Understanding historical rates of disease could be very useful for those working to control the same diseases today. Unfortunately, detailed epidemiological record-keeping is a recent invention. However, the coincidence of two remarkably detailed studies of the city of Chester and its surroundings in the 1770s have given scientists a unique snapshot of the era, and give reason to be thankful for modern medicine.
The UK didn't start conducting regular censuses until 1801, and most other nations were considerably later. Consequently, even in the rare cases where we have detailed figures on infection rates, we don't know what proportion of the population these represent.
However, Professor Simon Szreter of Cambridge University found a rare exception. In 1774, a Chester physician named John Haygarth conducted his own census of the town and surrounding countryside to calculate local rates of disease. More than 200 years later, Szeter learned that Chester Infirmary's admissions register from 1773-1775 survives, allowing a direct comparison. Previously, the earliest data we have had of similar reliability was from 1911-12.
"We have just enough information from Haygarth to reconstruct the most probable age structure of the City of Chester in 1774 – the middle of the three years for which we also have detailed information about who was entering the infirmary and why," Szreter said in a statement.
Although the register doesn't distinguish between syphilis and gonorrhea, the two main sexually transmitted diseases of the era, Szreter sorted cases based on the length of treatment.

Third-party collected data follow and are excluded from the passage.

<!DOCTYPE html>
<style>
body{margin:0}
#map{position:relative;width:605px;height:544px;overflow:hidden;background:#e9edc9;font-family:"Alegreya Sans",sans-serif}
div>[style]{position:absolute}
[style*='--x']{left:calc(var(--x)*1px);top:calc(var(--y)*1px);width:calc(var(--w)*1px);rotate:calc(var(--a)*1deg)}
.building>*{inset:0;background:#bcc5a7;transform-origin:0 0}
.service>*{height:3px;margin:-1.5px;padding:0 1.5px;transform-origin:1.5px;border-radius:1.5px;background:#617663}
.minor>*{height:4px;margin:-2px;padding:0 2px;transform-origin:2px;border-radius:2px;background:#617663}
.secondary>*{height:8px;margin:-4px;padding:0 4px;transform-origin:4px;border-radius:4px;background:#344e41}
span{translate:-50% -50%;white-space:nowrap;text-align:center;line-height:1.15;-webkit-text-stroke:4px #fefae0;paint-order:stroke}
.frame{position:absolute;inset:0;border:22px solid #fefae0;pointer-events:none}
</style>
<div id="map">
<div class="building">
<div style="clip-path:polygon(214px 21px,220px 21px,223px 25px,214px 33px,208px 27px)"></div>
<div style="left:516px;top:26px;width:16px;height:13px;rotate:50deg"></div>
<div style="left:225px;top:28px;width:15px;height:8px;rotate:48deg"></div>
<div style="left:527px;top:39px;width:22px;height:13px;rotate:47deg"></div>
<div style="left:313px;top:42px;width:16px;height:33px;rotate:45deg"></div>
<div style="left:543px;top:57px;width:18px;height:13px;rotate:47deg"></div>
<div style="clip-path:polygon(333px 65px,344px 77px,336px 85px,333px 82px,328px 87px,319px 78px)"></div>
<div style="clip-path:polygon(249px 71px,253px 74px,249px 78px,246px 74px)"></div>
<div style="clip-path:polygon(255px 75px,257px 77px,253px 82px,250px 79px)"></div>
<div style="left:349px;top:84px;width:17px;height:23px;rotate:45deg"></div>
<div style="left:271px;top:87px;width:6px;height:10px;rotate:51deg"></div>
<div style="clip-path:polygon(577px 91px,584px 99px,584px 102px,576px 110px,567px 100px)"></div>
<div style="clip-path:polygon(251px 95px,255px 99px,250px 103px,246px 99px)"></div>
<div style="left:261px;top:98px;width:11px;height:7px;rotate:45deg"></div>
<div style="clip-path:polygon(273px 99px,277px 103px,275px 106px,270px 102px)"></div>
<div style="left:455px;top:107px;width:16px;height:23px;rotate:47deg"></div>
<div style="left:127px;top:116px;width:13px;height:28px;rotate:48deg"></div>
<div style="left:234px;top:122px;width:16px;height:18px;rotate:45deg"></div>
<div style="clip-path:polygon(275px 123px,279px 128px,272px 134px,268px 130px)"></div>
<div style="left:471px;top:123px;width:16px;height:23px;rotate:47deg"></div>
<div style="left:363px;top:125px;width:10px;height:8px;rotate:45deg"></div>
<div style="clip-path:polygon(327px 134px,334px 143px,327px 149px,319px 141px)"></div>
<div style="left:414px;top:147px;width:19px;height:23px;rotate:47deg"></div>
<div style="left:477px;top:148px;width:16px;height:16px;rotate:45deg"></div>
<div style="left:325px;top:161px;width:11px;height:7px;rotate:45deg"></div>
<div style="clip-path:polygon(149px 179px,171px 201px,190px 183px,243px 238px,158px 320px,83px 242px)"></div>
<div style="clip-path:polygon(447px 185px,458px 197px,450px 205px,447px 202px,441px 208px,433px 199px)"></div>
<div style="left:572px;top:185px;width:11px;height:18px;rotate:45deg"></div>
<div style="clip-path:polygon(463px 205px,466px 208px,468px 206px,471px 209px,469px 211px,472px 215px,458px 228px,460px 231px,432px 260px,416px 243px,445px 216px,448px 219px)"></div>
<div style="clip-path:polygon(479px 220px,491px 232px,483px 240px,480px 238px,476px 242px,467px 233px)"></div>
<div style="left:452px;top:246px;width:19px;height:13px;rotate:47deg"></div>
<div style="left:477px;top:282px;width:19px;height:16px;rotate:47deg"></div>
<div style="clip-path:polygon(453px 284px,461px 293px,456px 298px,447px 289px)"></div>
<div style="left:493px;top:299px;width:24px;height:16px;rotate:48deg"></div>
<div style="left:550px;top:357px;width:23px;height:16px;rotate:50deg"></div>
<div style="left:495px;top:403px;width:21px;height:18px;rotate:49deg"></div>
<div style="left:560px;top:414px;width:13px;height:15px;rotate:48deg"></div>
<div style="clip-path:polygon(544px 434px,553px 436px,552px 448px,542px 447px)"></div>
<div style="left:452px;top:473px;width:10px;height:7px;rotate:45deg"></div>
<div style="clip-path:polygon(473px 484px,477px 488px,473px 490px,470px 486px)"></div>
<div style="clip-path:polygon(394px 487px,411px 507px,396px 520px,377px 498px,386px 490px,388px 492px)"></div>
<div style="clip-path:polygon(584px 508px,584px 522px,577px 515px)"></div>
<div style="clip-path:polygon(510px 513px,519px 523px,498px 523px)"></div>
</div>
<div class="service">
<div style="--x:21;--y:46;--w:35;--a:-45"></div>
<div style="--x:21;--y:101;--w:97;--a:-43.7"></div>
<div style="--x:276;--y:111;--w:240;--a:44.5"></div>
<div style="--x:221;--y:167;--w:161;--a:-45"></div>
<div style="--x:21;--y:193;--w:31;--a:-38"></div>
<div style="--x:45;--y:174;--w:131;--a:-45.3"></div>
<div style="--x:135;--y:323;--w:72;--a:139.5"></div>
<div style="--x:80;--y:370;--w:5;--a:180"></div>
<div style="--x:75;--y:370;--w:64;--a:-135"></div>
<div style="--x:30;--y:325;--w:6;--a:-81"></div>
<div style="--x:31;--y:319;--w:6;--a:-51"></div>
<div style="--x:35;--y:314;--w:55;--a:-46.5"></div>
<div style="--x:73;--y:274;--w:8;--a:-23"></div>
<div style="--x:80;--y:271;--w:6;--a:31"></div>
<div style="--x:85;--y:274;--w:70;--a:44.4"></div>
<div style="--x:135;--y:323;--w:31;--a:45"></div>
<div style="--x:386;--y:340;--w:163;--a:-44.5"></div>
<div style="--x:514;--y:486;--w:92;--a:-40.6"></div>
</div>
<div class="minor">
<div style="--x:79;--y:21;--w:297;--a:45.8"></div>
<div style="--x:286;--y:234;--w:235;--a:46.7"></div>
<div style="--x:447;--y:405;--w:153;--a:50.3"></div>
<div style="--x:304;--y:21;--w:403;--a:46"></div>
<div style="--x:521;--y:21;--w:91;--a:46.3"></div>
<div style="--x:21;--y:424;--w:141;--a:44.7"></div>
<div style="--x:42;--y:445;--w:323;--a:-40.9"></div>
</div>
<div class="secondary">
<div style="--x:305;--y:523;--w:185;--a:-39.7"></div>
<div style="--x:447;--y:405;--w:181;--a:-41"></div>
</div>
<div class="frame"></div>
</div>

The symptoms of syphilis – including genital sores, faces eaten away, and dementia – were so dreadful that, pre-penicillin, treatment involved five weeks application of mercury, which could cause dementia even when it didn't kill.

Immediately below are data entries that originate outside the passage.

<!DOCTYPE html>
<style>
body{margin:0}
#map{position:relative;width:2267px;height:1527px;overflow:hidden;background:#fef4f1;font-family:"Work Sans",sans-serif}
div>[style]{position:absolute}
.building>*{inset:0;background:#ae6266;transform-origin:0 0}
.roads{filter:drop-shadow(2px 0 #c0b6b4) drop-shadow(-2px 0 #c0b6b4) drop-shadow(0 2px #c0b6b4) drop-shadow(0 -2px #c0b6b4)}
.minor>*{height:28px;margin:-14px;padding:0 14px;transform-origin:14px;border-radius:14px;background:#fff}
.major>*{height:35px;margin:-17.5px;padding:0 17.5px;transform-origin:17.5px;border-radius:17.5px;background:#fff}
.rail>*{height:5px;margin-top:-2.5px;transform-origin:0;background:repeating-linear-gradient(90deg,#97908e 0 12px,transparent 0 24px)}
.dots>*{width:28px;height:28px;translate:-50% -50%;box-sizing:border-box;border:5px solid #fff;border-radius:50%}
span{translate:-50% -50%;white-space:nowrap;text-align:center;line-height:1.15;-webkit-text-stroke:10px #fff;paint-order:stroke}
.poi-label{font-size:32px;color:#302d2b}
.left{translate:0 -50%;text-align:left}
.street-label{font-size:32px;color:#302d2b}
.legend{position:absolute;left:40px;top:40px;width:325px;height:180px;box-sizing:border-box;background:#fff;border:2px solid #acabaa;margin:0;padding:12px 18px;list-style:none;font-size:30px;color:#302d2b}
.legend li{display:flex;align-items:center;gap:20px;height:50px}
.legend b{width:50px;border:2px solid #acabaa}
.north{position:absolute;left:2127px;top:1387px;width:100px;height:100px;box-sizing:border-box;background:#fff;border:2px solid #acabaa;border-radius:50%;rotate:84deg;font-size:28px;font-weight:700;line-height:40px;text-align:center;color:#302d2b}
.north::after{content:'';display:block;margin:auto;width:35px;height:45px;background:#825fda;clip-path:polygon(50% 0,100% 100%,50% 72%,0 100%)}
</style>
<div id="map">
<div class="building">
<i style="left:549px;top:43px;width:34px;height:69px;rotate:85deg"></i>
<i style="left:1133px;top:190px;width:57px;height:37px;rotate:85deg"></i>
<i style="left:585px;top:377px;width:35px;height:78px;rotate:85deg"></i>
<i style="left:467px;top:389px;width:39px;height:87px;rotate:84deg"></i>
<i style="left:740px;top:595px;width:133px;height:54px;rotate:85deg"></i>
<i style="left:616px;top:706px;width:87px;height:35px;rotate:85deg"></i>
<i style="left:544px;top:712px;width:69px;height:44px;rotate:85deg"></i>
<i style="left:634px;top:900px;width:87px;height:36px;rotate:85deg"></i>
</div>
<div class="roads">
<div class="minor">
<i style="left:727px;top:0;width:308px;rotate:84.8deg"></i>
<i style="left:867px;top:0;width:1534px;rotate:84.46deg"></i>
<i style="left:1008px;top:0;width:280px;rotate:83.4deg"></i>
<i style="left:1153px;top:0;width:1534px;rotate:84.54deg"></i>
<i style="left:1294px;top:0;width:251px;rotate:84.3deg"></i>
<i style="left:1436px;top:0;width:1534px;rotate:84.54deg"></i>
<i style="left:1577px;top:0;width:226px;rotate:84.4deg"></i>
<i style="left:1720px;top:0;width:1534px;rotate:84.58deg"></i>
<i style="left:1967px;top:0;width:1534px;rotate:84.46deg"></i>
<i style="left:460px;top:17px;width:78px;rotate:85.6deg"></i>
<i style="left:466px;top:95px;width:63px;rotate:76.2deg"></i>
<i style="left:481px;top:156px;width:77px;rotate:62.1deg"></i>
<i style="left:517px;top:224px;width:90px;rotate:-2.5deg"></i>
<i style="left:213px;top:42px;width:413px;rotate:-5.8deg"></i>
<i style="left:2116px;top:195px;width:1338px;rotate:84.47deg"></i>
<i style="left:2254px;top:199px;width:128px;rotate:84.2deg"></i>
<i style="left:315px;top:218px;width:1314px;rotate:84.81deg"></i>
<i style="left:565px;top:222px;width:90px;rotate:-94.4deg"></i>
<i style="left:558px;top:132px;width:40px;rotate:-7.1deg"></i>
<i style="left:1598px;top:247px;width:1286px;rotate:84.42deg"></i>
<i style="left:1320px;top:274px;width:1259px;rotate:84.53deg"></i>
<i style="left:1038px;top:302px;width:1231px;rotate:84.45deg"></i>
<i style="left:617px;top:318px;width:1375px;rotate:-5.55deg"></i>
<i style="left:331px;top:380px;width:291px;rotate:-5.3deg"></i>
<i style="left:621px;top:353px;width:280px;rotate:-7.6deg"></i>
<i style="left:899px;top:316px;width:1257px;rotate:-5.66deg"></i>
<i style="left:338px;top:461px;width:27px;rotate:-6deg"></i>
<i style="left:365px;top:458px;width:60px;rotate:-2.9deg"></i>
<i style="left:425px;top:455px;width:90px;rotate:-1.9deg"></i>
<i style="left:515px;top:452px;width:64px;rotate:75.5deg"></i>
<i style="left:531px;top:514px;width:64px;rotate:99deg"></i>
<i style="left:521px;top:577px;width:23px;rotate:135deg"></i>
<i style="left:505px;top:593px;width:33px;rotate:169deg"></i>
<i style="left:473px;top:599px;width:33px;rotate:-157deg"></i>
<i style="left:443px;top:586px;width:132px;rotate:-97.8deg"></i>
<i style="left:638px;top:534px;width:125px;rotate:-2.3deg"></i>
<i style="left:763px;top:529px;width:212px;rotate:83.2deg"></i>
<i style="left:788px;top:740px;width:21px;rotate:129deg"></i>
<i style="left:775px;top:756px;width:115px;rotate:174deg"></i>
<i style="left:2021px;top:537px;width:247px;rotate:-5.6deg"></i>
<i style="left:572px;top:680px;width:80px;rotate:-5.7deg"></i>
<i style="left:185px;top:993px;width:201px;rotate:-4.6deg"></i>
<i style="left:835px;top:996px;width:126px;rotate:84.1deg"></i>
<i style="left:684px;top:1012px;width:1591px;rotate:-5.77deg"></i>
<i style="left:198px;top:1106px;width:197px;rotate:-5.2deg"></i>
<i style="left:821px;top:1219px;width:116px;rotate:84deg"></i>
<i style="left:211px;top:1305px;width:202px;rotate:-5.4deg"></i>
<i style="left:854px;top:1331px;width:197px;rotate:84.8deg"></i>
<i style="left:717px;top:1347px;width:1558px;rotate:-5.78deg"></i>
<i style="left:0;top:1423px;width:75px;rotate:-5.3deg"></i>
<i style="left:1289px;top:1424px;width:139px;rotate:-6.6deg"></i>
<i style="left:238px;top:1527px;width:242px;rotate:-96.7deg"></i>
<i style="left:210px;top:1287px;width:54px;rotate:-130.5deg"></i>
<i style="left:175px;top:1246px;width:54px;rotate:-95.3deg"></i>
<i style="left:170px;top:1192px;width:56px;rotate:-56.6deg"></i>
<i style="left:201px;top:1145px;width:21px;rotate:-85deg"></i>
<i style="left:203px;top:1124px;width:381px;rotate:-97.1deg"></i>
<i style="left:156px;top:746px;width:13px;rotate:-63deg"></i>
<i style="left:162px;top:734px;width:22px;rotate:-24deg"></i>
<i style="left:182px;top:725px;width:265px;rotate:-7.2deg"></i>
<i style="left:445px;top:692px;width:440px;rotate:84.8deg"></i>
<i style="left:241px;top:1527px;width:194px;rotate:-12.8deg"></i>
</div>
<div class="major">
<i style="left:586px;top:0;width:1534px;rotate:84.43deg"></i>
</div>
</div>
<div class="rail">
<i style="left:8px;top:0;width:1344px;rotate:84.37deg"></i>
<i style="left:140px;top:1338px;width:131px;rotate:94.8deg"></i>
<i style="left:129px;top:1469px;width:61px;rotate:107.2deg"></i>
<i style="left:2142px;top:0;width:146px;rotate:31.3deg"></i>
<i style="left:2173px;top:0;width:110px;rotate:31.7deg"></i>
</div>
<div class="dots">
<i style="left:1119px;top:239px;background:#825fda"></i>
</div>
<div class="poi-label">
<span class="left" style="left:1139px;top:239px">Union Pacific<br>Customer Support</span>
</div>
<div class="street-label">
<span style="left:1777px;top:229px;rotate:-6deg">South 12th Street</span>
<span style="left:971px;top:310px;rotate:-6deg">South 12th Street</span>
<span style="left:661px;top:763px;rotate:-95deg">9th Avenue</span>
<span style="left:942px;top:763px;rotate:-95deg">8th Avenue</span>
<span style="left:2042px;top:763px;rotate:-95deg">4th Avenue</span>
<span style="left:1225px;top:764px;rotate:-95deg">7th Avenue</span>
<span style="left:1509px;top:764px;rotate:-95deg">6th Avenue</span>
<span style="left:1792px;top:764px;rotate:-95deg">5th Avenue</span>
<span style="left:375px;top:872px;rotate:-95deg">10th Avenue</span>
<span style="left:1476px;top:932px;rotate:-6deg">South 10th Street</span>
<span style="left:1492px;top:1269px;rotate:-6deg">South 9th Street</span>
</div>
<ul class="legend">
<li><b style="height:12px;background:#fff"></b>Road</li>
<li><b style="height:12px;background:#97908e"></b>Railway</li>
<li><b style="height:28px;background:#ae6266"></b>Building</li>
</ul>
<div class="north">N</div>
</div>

Poets of the day contrasted disease-riddled cities with a romantic view of the countryside, and Szreter reports in Continuity and Change that there was something to this. Within Chester itself, 8 percent of residents under the age of 35 had syphilis, while in the surrounding countryside the rate was less than 1 percent. Penicillin almost wiped syphilis out in England, but last year saw the highest rates since 1949.
Besides demonstrating the importance of safe sex campaigns and controlling antibiotic resistance, the work could contribute to our understanding of the influence of disease on demographic change in one of the birthplaces of the Industrial Revolution.

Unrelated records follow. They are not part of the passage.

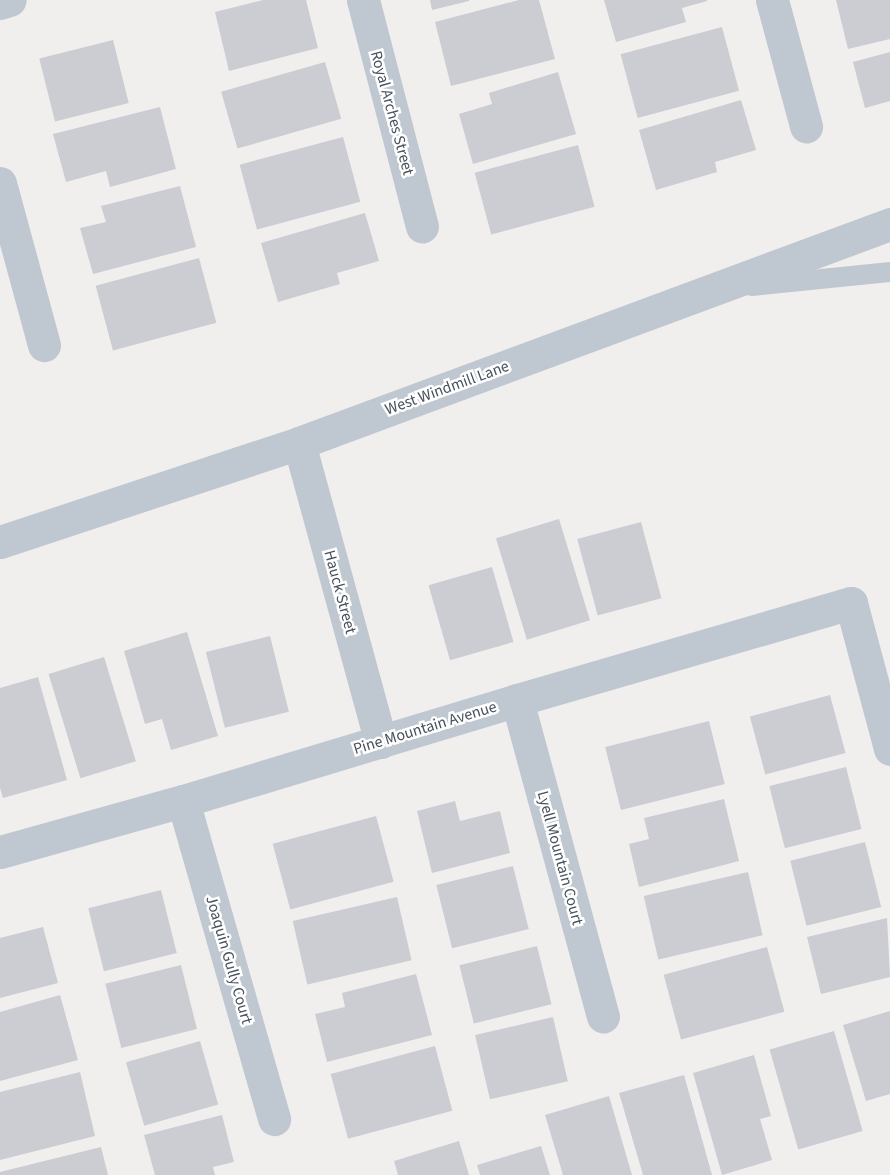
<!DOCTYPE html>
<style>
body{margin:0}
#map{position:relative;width:890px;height:1175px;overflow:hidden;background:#f1eeee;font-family:"Source Sans 3",sans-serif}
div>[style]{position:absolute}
.building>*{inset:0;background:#cbcdd3;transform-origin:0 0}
.service>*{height:20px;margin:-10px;padding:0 10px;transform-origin:10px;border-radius:10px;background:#bfc8d0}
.minor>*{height:33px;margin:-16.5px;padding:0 16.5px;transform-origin:16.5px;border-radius:16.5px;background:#bfc8d0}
.tertiary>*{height:33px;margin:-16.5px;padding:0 16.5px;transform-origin:16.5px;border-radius:16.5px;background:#bfc8d0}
span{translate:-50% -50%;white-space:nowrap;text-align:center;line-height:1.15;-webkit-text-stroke:5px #fff;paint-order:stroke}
.street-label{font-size:16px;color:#47515b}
</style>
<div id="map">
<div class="building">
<i style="clip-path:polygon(263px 0,306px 0,318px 48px,229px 71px,215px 12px)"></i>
<i style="clip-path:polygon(430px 0,469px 0,469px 1px,432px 10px)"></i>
<i style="clip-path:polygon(519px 0,539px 0,555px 59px,451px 86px,435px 22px)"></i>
<i style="clip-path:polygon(604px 0,707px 0,707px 1px,682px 8px,686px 22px,616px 42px)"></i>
<i style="clip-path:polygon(836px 0,890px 0,890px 39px,848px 49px)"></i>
<i style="left:722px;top:27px;width:66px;height:105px;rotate:75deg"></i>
<i style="left:113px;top:40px;width:65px;height:76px;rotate:76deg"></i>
<i style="clip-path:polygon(890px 52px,890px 101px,865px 108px,853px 62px)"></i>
<i style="left:325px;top:62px;width:59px;height:108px;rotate:74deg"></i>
<i style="clip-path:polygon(558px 72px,576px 134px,473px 164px,459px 114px,492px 104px,489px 93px)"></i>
<i style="clip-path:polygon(741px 100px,756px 150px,715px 162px,717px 172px,656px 190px,639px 130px)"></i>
<i style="clip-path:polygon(160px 107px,176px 169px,110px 187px,106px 171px,66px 182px,53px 134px)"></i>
<i style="left:343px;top:137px;width:67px;height:107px;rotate:75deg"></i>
<i style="left:578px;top:145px;width:64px;height:107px;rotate:75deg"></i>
<i style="clip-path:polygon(180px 186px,196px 247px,93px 274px,80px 228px,106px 222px,101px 206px)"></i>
<i style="clip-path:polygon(365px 213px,379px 261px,337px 273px,340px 284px,278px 302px,261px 243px)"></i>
<i style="left:199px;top:258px;width:67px;height:107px;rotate:75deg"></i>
<i style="left:559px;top:519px;width:106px;height:66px;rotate:73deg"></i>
<i style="left:641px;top:522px;width:79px;height:66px;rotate:75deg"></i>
<i style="left:492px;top:567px;width:78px;height:66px;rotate:74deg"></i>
<i style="clip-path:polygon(187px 632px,218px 736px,171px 750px,162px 719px,145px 724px,124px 651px)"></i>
<i style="left:270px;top:636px;width:78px;height:66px;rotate:76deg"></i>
<i style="left:104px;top:657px;width:109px;height:58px;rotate:73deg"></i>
<i style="clip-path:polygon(38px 677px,67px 780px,3px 798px,0 788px,0 688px)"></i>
<i style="left:830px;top:695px;width:60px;height:83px;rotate:75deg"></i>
<i style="left:709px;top:721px;width:65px;height:107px;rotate:76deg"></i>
<i style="left:846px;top:767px;width:64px;height:79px;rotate:76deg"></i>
<i style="clip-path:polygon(724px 799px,739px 861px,639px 887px,629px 844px,649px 839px,644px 818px)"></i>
<i style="clip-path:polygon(455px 801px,460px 821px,500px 811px,510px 853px,432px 873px,417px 811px)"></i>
<i style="left:376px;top:816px;width:68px;height:107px;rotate:75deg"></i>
<i style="left:865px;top:842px;width:67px;height:77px;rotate:76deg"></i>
<i style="left:513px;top:866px;width:65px;height:79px;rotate:76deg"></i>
<i style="left:748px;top:872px;width:65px;height:107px;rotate:77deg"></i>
<i style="left:161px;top:890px;width:65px;height:75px;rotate:76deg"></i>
<i style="left:397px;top:897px;width:65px;height:107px;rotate:77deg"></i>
<i style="clip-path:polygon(887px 918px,890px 977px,821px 994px,807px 937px)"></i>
<i style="clip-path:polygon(43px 927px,58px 983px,0 998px,0 938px)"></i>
<i style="left:537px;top:946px;width:60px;height:80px;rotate:76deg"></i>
<i style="left:767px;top:947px;width:67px;height:107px;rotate:75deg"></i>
<i style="left:181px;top:965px;width:66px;height:78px;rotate:76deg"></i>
<i style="clip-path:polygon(416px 974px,432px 1035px,327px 1062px,315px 1014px,345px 1007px,342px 993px)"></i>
<i style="clip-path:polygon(60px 995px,78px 1060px,0 1081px,0 1012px)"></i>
<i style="clip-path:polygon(890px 1011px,890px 1094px,866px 1101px,843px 1025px)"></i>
<i style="left:553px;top:1017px;width:66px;height:80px;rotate:77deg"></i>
<i style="left:834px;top:1031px;width:104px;height:67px;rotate:74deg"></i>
<i style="left:200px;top:1041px;width:66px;height:77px;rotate:74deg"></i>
<i style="left:435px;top:1046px;width:67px;height:108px;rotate:75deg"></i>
<i style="clip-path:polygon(754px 1055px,771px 1116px,760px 1119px,772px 1160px,722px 1175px,693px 1073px)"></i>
<i style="clip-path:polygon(80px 1072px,95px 1136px,0 1160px,0 1092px)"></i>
<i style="clip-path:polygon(684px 1075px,712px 1175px,643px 1175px,619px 1093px)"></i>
<i style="clip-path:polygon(609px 1096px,632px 1175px,563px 1175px,545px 1115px)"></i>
<i style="clip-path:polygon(222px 1115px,234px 1162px,213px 1167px,215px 1175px,155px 1175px,144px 1135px)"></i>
<i style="clip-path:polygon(459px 1141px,469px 1175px,398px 1175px,394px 1161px)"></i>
<i style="clip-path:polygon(541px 1146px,550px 1175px,480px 1175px,477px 1165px)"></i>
<i style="clip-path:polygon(101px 1147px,108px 1175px,0 1175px,0 1172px)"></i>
</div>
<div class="service">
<i style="left:752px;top:286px;width:139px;rotate:-5.8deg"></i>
</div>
<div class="minor">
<i style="left:363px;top:0;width:234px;rotate:75.4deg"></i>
<i style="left:772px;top:0;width:131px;rotate:74.9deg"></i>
<i style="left:0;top:3px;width:10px;rotate:-17deg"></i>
<i style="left:0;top:183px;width:168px;rotate:74.8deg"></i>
<i style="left:299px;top:443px;width:310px;rotate:74.7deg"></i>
<i style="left:517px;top:700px;width:328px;rotate:74.8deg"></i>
<i style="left:183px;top:801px;width:331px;rotate:74deg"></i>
<i style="left:0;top:852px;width:190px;rotate:-15.6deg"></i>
<i style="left:183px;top:801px;width:349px;rotate:-16.8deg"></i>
<i style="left:517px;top:700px;width:348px;rotate:-16.2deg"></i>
<i style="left:851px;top:603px;width:151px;rotate:75deg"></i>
</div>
<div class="tertiary">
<i style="left:0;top:542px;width:315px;rotate:-18.3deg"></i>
<i style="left:299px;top:443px;width:630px;rotate:-20.33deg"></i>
</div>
<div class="street-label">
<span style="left:392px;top:113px;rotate:75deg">Royal Arches Street</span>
<span style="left:447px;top:388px;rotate:-20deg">West Windmill Lane</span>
<span style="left:340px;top:592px;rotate:75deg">Hauck Street</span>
<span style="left:425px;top:728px;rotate:-17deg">Pine Mountain Avenue</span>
<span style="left:560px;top:858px;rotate:75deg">Lyell Mountain Court</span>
<span style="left:229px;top:960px;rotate:74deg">Joaquin Gully Court</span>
</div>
</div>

By coincidence, Szreter is at St John's College, where Haygarth studied. "Not many academics have the chance to collaborate in their research environment with an eminent member of their own College who died over 200 years ago,” Szerter said. He is hopeful that Hogarth's patient records, described as having been extremely detailed, will eventually resurface, which he said would be like “finding Richard III in a car park.”